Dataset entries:
===============

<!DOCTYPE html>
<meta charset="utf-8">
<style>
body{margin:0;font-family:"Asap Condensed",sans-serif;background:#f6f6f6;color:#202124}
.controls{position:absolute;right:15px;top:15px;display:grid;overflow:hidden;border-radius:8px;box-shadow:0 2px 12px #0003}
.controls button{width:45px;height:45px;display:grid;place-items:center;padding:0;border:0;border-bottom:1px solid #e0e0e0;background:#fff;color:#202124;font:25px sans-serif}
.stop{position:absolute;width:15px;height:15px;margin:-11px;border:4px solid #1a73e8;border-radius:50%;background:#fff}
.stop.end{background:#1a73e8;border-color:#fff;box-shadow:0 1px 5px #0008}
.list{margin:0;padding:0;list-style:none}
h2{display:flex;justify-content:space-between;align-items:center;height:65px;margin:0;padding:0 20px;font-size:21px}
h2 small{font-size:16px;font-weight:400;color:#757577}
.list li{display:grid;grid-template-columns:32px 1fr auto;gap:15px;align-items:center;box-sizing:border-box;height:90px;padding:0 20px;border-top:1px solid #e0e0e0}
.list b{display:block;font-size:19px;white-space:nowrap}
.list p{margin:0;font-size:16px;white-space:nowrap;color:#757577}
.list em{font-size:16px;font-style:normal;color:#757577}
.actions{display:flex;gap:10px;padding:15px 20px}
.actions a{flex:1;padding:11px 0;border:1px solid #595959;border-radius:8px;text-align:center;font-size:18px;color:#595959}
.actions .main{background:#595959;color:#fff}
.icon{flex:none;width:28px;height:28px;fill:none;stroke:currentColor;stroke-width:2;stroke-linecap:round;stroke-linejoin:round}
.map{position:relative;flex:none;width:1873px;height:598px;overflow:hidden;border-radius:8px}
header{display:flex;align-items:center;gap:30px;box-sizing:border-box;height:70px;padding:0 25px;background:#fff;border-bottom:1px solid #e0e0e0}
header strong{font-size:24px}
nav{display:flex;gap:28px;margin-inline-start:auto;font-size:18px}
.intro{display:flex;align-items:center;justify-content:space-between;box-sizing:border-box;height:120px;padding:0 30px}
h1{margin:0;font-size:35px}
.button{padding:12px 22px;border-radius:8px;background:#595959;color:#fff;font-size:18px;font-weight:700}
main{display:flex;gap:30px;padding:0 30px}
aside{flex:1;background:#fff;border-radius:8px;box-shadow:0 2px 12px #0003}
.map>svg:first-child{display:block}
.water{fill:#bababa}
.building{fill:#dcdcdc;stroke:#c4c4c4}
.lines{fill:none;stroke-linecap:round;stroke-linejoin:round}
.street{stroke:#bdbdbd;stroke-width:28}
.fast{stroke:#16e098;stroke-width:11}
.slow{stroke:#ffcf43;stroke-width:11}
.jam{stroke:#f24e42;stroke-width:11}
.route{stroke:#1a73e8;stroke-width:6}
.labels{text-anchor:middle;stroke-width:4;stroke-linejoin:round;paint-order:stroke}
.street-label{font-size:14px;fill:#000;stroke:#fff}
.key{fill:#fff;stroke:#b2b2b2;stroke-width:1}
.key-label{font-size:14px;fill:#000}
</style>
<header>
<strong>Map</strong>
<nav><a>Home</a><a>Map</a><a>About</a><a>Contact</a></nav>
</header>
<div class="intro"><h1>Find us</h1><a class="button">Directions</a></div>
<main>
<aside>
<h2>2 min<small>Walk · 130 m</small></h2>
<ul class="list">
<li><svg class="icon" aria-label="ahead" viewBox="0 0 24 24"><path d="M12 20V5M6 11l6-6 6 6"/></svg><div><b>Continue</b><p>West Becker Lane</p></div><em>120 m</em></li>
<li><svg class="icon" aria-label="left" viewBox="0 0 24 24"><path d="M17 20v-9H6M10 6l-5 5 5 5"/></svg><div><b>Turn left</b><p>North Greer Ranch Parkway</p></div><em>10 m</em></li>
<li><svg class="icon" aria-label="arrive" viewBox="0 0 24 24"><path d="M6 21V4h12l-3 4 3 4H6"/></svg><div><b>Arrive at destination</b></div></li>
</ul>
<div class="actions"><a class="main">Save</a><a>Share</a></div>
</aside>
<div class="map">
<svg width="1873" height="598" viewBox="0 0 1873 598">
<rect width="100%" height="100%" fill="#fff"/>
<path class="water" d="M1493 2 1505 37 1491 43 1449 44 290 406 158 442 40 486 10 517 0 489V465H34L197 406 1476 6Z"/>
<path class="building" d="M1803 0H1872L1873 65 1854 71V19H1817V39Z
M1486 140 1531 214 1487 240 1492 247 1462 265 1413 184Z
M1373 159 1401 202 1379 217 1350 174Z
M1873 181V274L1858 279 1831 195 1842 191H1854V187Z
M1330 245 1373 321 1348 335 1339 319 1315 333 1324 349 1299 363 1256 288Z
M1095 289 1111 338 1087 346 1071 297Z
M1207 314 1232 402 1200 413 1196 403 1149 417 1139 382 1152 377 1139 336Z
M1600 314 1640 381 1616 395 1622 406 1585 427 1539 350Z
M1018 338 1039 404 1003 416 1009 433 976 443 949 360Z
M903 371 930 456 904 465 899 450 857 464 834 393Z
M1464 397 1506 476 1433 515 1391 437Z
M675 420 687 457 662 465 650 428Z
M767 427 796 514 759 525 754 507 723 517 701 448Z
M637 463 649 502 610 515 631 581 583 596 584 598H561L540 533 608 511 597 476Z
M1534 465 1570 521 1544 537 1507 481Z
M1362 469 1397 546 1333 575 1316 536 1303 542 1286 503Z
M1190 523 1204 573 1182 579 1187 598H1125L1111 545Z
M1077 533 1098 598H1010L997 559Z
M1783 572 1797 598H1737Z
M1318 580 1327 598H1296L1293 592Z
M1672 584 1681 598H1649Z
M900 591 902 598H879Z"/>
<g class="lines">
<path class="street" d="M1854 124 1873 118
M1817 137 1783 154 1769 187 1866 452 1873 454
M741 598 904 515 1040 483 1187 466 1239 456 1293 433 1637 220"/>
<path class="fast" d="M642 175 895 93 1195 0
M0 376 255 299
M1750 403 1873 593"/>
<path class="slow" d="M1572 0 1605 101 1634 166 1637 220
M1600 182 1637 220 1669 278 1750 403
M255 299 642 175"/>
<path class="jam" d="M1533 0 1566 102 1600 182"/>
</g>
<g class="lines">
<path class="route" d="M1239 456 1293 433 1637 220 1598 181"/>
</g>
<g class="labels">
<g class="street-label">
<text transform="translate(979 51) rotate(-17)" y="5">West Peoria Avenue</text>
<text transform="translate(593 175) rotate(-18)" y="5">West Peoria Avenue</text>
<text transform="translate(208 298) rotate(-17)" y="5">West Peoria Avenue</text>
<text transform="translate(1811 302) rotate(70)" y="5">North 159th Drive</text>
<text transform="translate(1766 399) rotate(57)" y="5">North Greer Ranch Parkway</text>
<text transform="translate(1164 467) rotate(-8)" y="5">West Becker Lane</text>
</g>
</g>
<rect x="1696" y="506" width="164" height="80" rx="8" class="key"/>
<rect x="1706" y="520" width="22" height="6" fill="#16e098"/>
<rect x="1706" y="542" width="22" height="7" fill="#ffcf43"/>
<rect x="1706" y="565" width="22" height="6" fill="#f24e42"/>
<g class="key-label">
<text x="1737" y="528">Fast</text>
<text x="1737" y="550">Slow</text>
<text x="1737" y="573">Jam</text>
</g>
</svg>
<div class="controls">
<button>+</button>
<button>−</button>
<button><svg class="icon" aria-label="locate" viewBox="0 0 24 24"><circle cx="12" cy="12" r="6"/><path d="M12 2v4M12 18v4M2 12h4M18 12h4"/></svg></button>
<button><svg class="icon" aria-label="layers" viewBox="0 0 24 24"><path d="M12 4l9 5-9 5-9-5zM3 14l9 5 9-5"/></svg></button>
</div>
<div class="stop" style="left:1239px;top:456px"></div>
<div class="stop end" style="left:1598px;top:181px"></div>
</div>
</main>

===============

Work order:
Wherever the word "linecap" turns up in a line of the entries above, copy that line.

Output for this exercise:
.icon{flex:none;width:28px;height:28px;fill:none;stroke:currentColor;stroke-width:2;stroke-linecap:round;stroke-linejoin:round}
.lines{fill:none;stroke-linecap:round;stroke-linejoin:round}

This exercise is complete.